● **Input data**:
== == ==
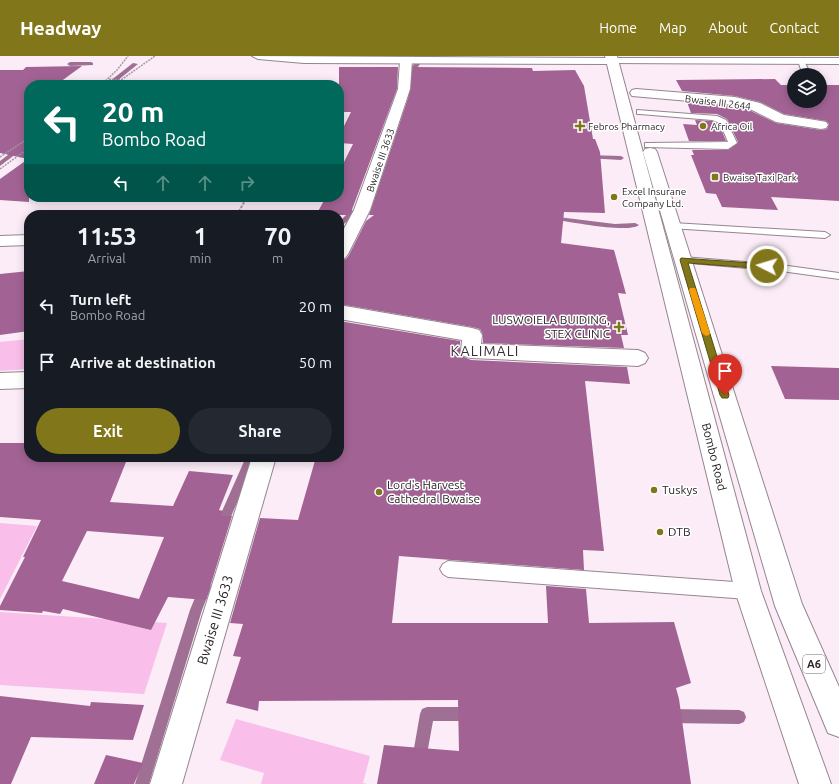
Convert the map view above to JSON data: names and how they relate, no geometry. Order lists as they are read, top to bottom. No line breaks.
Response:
{"streets":{"main road":["Bwaise III 2644","Bwaise III 3633","Bombo Road","A6"]},"districts":["KALIMALI"],"places":{"health":["Febros Pharmacy","LUSWOIELA BUIDING, STEX CLINIC"],"other":["Africa Oil","Excel Insurane Company Ltd.","Tuskys","Lord's Harvest Cathedral Bwaise","DTB"],"transit":["Bwaise Taxi Park"]},"page":{"header":"Headway","nav":["Home","Map","About","Contact"],"turn":["20 m","Bombo Road"],"eta":["11:53","Arrival","1","min","70","m"],"list":[{"name":"Turn left","note":"Bombo Road","value":"20 m"},{"name":"Arrive at destination","value":"50 m"}],"buttons":["Exit","Share"]}}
== == ==
● **What is required**: Everything in the listing, except its images, should be set down exactly.

● **Exercise solution**:
Convert the map view above to JSON data: names and how they relate, no geometry. Order lists as they are read, top to bottom. No line breaks.
Response:
{"streets":{"main road":["Bwaise III 2644","Bwaise III 3633","Bombo Road","A6"]},"districts":["KALIMALI"],"places":{"health":["Febros Pharmacy","LUSWOIELA BUIDING, STEX CLINIC"],"other":["Africa Oil","Excel Insurane Company Ltd.","Tuskys","Lord's Harvest Cathedral Bwaise","DTB"],"transit":["Bwaise Taxi Park"]},"page":{"header":"Headway","nav":["Home","Map","About","Contact"],"turn":["20 m","Bombo Road"],"eta":["11:53","Arrival","1","min","70","m"],"list":[{"name":"Turn left","note":"Bombo Road","value":"20 m"},{"name":"Arrive at destination","value":"50 m"}],"buttons":["Exit","Share"]}}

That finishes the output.